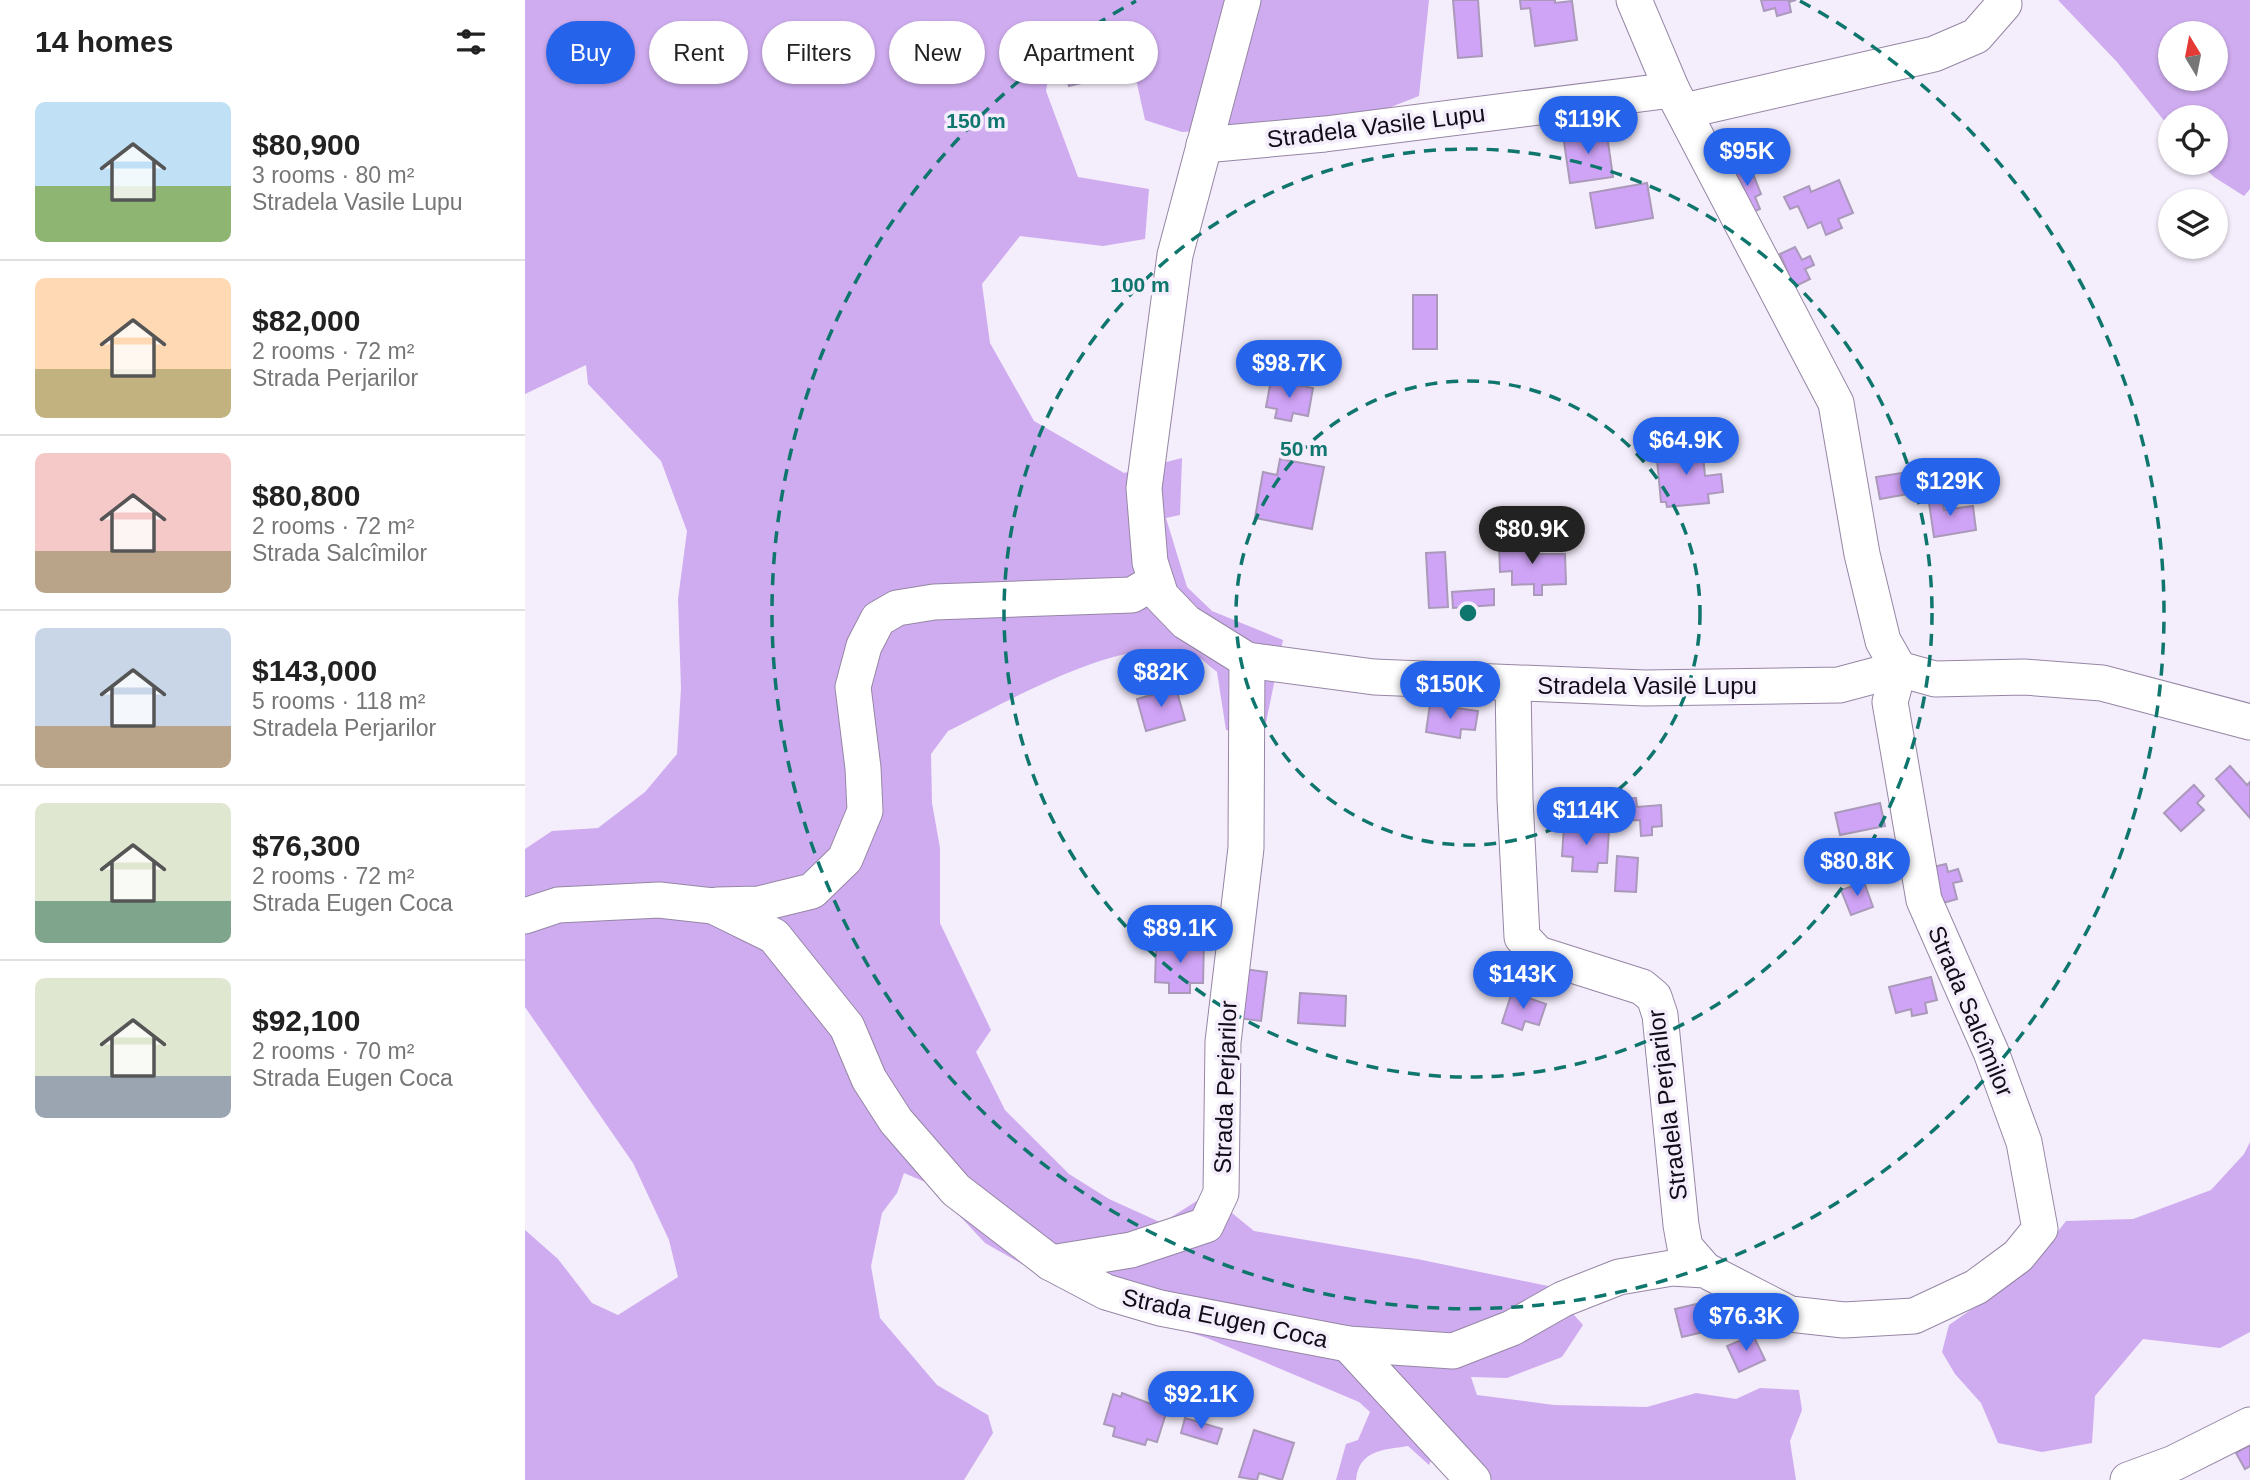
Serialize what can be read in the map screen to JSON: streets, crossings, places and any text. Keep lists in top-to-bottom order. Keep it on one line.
{"streets":{"street":["Stradela Vasile Lupu","Strada Salcîmilor","Strada Perjarilor","Stradela Perjarilor","Strada Eugen Coca"]},"crossings":[["Stradela Vasile Lupu","Strada Salcîmilor"],["Stradela Vasile Lupu","Strada Perjarilor"],["Stradela Vasile Lupu","Stradela Perjarilor"],["Strada Salcîmilor","Strada Eugen Coca"],["Strada Perjarilor","Strada Eugen Coca"],["Stradela Perjarilor","Strada Eugen Coca"]],"north":"top","page":{"heading":"14 homes","chip":["Buy","Rent","Filters","New","Apartment"],"list":[{"name":"$80,900","note":"3 rooms · 80 m² · Stradela Vasile Lupu"},{"name":"$82,000","note":"2 rooms · 72 m² · Strada Perjarilor"},{"name":"$80,800","note":"2 rooms · 72 m² · Strada Salcîmilor"},{"name":"$143,000","note":"5 rooms · 118 m² · Stradela Perjarilor"},{"name":"$76,300","note":"2 rooms · 72 m² · Strada Eugen Coca"},{"name":"$92,100","note":"2 rooms · 70 m² · Strada Eugen Coca"}],"price":["$119K","$95K","$98.7K","$64.9K","$129K","$80.9K","$82K","$150K","$114K","$80.8K","$89.1K","$143K","$76.3K","$92.1K"]},"rings":["150 m","100 m","50 m"]}
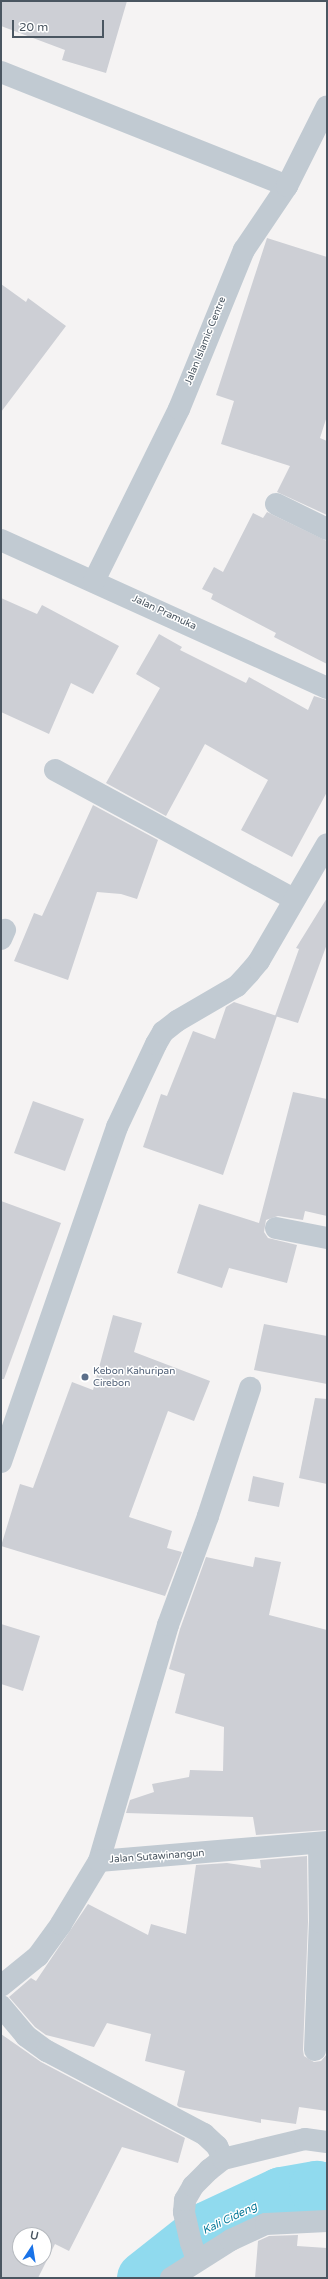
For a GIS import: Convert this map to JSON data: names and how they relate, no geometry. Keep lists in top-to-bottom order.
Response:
{
  "streets": {
    "street": ["Jalan Islamic Centre", "Jalan Pramuka", "Jalan Sutawinangun"]
  },
  "crossings": [
    ["Jalan Islamic Centre", "Jalan Pramuka"]
  ],
  "water": ["Kali Cideng"],
  "places": ["Kebon Kahuripan Cirebon"],
  "scale_bar": "20 m",
  "north": "top"
}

______

**Activity**
From the line holding "For a GIS import: Convert" to the last line of the records, quote each line exactly and add nothing.

**Output of the task**
For a GIS import: Convert this map to JSON data: names and how they relate, no geometry. Keep lists in top-to-bottom order.
Response:
{
  "streets": {
    "street": ["Jalan Islamic Centre", "Jalan Pramuka", "Jalan Sutawinangun"]
  },
  "crossings": [
    ["Jalan Islamic Centre", "Jalan Pramuka"]
  ],
  "water": ["Kali Cideng"],
  "places": ["Kebon Kahuripan Cirebon"],
  "scale_bar": "20 m",
  "north": "top"
}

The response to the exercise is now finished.